## What this task involves
Check every line below for the word "width" and show those that hold it.

## Dataset records
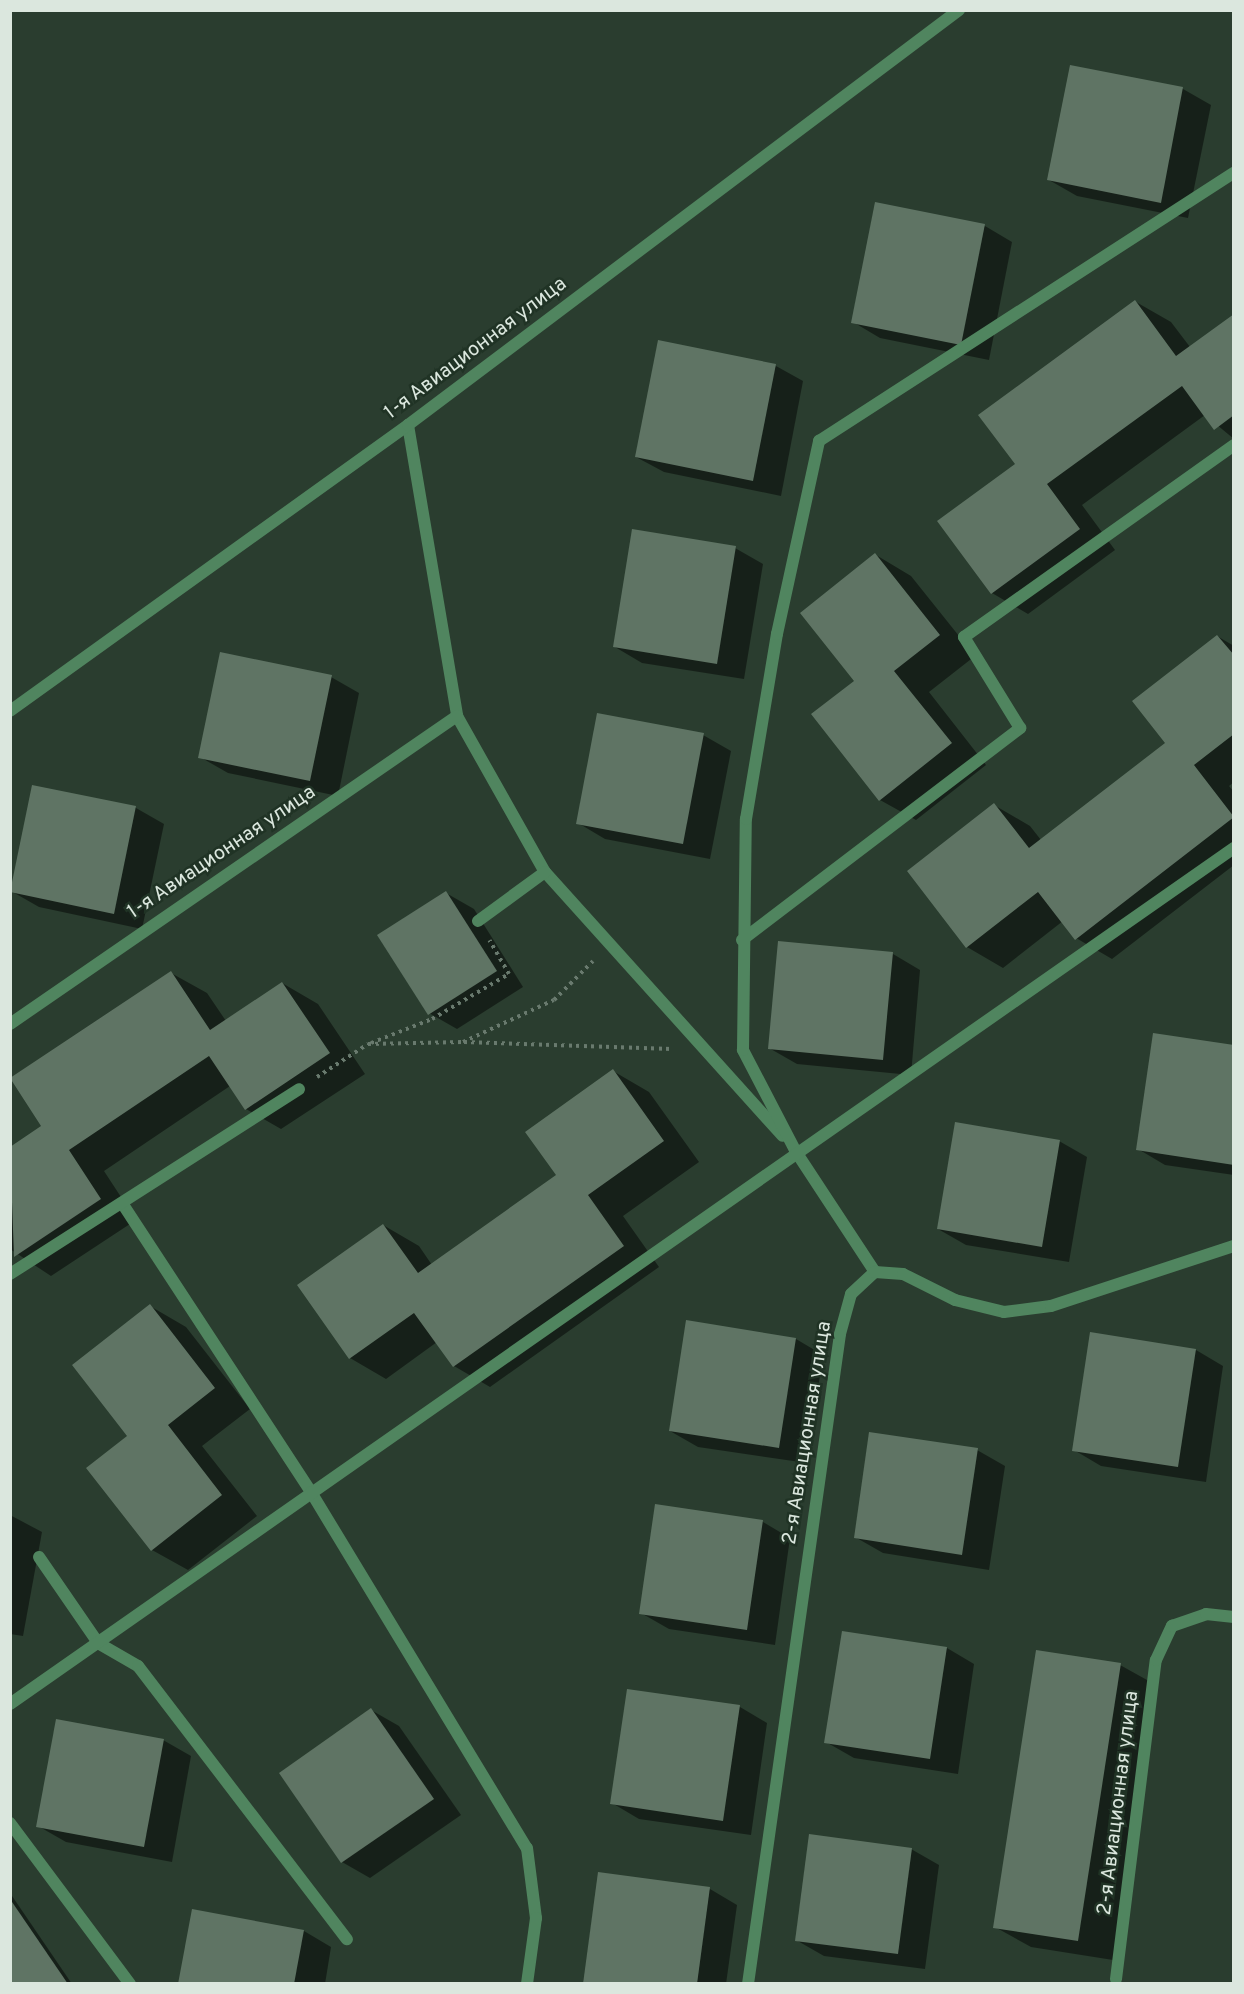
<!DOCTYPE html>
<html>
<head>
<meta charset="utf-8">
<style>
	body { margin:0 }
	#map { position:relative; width:1244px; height:1994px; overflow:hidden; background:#2a3d2f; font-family:Overpass,sans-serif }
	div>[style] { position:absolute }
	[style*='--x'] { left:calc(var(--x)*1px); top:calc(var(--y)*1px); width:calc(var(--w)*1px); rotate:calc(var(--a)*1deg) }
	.shadow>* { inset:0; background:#0007 }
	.building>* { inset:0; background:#5f7464 }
	.path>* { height:4px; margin-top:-2px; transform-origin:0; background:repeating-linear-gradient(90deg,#697a6e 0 3px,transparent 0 7.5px) }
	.service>* { height:12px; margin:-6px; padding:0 6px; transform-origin:6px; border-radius:6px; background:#50855f }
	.minor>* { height:12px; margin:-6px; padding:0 6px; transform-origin:6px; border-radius:6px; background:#50855f }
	span { translate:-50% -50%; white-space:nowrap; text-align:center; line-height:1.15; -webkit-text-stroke:5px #203325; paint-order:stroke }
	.street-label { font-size:20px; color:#dbe7de }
	.frame { position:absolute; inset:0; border:12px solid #dbe7de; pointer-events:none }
</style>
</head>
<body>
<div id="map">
	<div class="shadow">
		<i style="clip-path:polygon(1071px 67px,1183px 89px,1211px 105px,1188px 218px,1077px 196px,1049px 180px)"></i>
		<i style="clip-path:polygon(985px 226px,1012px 242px,989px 360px,880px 338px,853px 322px)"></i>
		<i style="clip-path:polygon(1136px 302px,1171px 322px,1190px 347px,1234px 316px,1234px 439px,1205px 415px,1082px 505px,1115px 550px,1028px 614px,992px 593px,939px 521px,1017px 464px)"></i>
		<i style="clip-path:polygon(776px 366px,803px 381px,781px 496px,664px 472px,636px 457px)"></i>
		<i style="clip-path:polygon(735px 548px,763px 564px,744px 679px,642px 663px,615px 647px)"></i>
		<i style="clip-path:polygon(876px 555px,911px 576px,975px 656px,929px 692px,986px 765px,916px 820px,880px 800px,856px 681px)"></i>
		<i style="clip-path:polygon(1217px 636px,1234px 646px,1234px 782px,1229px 786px,1234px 792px,1234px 865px,1112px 959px,1076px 938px,1063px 921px,1003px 968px,967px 947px,994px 805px,1030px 826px,1041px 840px,1167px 743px)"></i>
		<i style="clip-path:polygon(331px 677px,359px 693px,338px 796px,228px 773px,200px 757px)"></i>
		<i style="clip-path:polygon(703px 735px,731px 751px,710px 859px,605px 839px,578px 823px)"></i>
		<i style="clip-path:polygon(33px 787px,136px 808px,164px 824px,142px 929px,39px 907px,11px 891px)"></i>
		<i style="clip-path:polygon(446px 893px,474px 909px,523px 987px,457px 1029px,429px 1013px)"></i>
		<i style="clip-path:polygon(893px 954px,920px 970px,911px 1075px,797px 1064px,769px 1048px)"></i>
		<i style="clip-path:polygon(171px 973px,207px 993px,226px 1021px,282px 983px,318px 1004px,365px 1074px,281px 1129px,246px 1109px,230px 1086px,104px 1171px,136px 1220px,51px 1276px,10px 1249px,10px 1148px,44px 1126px)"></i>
		<i style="clip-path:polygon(1234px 1047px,1234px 1175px,1165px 1165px,1138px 1149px)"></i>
		<i style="clip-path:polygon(613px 1071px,649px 1092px,699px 1162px,623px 1216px,659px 1267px,490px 1387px,454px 1366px,437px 1342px,386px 1379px,350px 1358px,383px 1225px,419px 1246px,432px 1265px,558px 1175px)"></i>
		<i style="clip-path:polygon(1059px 1141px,1087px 1157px,1069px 1262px,966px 1245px,938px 1229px)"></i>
		<i style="clip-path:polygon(150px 1306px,186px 1327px,250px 1409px,202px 1446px,257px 1516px,188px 1570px,152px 1550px,129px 1436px)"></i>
		<i style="clip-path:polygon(796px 1339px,823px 1355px,807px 1463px,698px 1447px,670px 1431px)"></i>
		<i style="clip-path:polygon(1196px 1350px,1223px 1366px,1206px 1482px,1101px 1466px,1074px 1450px)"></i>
		<i style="clip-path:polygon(977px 1450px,1005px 1466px,989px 1570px,883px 1553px,855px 1537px)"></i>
		<i style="clip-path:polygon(657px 1506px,763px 1522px,790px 1538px,775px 1645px,669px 1629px,641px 1613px)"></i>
		<i style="clip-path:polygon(10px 1515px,42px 1532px,23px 1636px,10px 1634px)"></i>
		<i style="clip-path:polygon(947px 1648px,974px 1664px,958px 1774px,854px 1758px,826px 1742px)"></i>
		<i style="clip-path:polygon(1120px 1665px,1156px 1685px,1113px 1960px,1031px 1947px,995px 1927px)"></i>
		<i style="clip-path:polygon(740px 1707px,767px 1723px,751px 1835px,639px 1819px,612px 1803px)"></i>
		<i style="clip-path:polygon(371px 1710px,399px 1726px,461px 1815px,370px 1878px,342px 1862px)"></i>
		<i style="clip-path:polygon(163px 1740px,191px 1756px,172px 1862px,66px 1842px,38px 1826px)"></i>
		<i style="clip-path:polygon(911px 1849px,939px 1865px,925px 1969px,824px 1956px,796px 1940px)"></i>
		<i style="clip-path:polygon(710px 1889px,737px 1905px,726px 1984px,585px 1984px)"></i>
		<i style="clip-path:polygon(10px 1893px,72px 1984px,10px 1984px)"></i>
		<i style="clip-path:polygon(304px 1931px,331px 1947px,325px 1984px,179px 1984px)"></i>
	</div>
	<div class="building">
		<i style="clip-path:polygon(1070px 65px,1183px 87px,1161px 203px,1047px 180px)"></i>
		<i style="clip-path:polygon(875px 202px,985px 224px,961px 345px,851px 323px)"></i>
		<i style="clip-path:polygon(1135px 300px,1176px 356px,1234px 314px,1234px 415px,1214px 430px,1182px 386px,1047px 484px,1080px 529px,991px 594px,937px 521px,1015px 464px,978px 415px)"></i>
		<i style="clip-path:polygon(658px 340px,776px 364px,753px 481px,635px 457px)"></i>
		<i style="clip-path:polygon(632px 529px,736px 546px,717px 664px,613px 647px)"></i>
		<i style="clip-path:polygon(875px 553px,940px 635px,894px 671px,952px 743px,879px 801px,811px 714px,854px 681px,800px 613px)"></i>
		<i style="clip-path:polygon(1217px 635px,1234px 655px,1234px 734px,1194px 765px,1234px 817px,1075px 940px,1038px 892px,966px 948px,907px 871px,994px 803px,1029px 848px,1165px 743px,1132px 701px)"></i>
		<i style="clip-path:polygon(220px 652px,332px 675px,310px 781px,198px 758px)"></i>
		<i style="clip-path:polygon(597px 713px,704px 733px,683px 844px,576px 824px)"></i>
		<i style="clip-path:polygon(32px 785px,136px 806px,114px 914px,10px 892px)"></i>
		<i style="clip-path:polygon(446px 891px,497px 971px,428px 1015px,377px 935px)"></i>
		<i style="clip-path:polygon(778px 941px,893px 952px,883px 1060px,768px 1049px)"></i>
		<i style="clip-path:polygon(171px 971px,210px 1030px,282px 982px,330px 1053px,245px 1110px,209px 1056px,69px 1150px,101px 1199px,14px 1257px,10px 1147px,41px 1126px,10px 1078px)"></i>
		<i style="clip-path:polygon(1153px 1033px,1234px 1045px,1234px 1165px,1136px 1150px)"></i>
		<i style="clip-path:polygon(613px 1069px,664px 1141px,588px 1195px,624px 1246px,453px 1367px,414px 1313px,349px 1359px,297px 1285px,383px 1224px,418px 1273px,556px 1175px,525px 1132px)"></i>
		<i style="clip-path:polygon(955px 1122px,1060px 1140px,1042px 1247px,937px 1229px)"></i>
		<i style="clip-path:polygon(150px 1304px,215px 1388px,168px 1425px,222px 1495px,151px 1551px,86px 1468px,127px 1436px,72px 1365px)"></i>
		<i style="clip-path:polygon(686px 1320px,796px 1338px,779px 1448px,669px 1431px)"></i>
		<i style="clip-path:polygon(1090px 1332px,1196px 1349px,1178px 1467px,1072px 1451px)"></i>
		<i style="clip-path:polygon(869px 1432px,978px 1448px,962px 1555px,854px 1538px)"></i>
		<i style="clip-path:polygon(655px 1504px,763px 1520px,747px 1630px,639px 1614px)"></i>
		<i style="clip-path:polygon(842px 1631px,947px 1647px,930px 1759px,824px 1743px)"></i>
		<i style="clip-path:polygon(1036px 1650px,1121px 1663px,1078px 1941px,993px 1928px)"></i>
		<i style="clip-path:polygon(627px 1689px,740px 1705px,723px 1821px,610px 1804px)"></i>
		<i style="clip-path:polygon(371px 1708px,434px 1799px,341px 1863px,279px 1773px)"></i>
		<i style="clip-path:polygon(56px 1719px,164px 1739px,144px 1847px,36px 1827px)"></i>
		<i style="clip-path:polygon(809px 1834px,912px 1848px,898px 1954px,795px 1941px)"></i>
		<i style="clip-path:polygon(598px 1872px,710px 1887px,697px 1984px,583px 1984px)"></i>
		<i style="clip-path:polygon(10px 1899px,68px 1984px,10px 1984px)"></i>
		<i style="clip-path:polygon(192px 1909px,304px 1930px,294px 1984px,178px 1984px)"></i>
	</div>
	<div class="path">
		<i style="--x:464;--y:1042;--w:208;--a:1.9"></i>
		<i style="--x:371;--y:1043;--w:66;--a:-21.5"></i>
		<i style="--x:432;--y:1019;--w:89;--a:-30.3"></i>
		<i style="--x:509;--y:974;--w:39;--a:-120"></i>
		<i style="--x:317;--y:1077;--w:61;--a:-32.9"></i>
		<i style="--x:368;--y:1044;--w:95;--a:-1.2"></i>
		<i style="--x:463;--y:1042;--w:100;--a:-24.8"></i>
		<i style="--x:554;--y:1000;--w:55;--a:-45"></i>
	</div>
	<div class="service">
		<i style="--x:408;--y:425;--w:295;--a:80.4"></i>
		<i style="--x:457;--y:716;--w:179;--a:60.6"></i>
		<i style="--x:545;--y:872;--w:355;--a:48"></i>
		<i style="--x:478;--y:921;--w:83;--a:-36.2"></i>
		<i style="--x:742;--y:940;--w:350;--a:-37.3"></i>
		<i style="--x:1020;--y:728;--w:107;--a:-121.6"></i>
		<i style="--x:964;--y:637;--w:331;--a:-35.4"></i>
		<i style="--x:122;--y:1203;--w:345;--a:56.8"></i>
		<i style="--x:311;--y:1492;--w:416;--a:58.8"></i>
		<i style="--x:527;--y:1848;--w:71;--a:82.7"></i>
		<i style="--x:536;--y:1918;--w:67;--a:97.8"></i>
		<i style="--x:875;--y:1272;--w:146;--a:-123.3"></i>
		<i style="--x:795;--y:1150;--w:113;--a:-117.5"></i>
		<i style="--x:743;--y:1050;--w:231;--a:-89.3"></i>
		<i style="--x:746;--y:819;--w:188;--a:-80.5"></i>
		<i style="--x:777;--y:634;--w:198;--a:-77.7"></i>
		<i style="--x:819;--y:441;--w:494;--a:-32.9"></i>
		<i style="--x:39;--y:1557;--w:104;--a:55.5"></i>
		<i style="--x:98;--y:1643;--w:46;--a:29.9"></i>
		<i style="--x:138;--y:1666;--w:344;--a:52.6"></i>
		<i style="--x:10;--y:1704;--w:1494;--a:-34.97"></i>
	</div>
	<div class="minor">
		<i style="--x:10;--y:711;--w:490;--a:-35.7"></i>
		<i style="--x:408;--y:425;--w:690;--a:-36.99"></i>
		<i style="--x:10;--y:1024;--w:543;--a:-34.57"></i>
		<i style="--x:10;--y:1274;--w:343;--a:-32.6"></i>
		<i style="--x:10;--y:1823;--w:201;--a:53.3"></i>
		<i style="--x:1116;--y:1979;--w:321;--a:-82.9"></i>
		<i style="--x:1156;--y:1660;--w:38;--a:-65"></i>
		<i style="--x:1172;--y:1626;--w:36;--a:-19"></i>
		<i style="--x:1206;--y:1614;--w:28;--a:6"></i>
		<i style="--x:748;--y:1984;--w:656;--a:-81.94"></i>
		<i style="--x:840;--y:1334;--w:41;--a:-74.6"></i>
		<i style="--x:851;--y:1294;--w:33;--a:-43"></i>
		<i style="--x:875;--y:1272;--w:28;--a:4"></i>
		<i style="--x:903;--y:1274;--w:58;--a:26.6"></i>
		<i style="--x:955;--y:1300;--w:50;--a:13.8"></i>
		<i style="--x:1004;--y:1312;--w:47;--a:-7.3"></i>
		<i style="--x:1051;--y:1306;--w:193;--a:-18.2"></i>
	</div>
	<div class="street-label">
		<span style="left:476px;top:349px;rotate:-37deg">1-я Авиационная улица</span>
		<span style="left:222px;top:853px;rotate:-34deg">1-я Авиационная улица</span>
		<span style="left:808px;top:1433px;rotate:-81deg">2-я Авиационная улица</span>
		<span style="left:1119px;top:1803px;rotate:-83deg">2-я Авиационная улица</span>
	</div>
	<div class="frame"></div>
</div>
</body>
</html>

## Written reply
	#map { position:relative; width:1244px; height:1994px; overflow:hidden; background:#2a3d2f; font-family:Overpass,sans-serif }
	[style*='--x'] { left:calc(var(--x)*1px); top:calc(var(--y)*1px); width:calc(var(--w)*1px); rotate:calc(var(--a)*1deg) }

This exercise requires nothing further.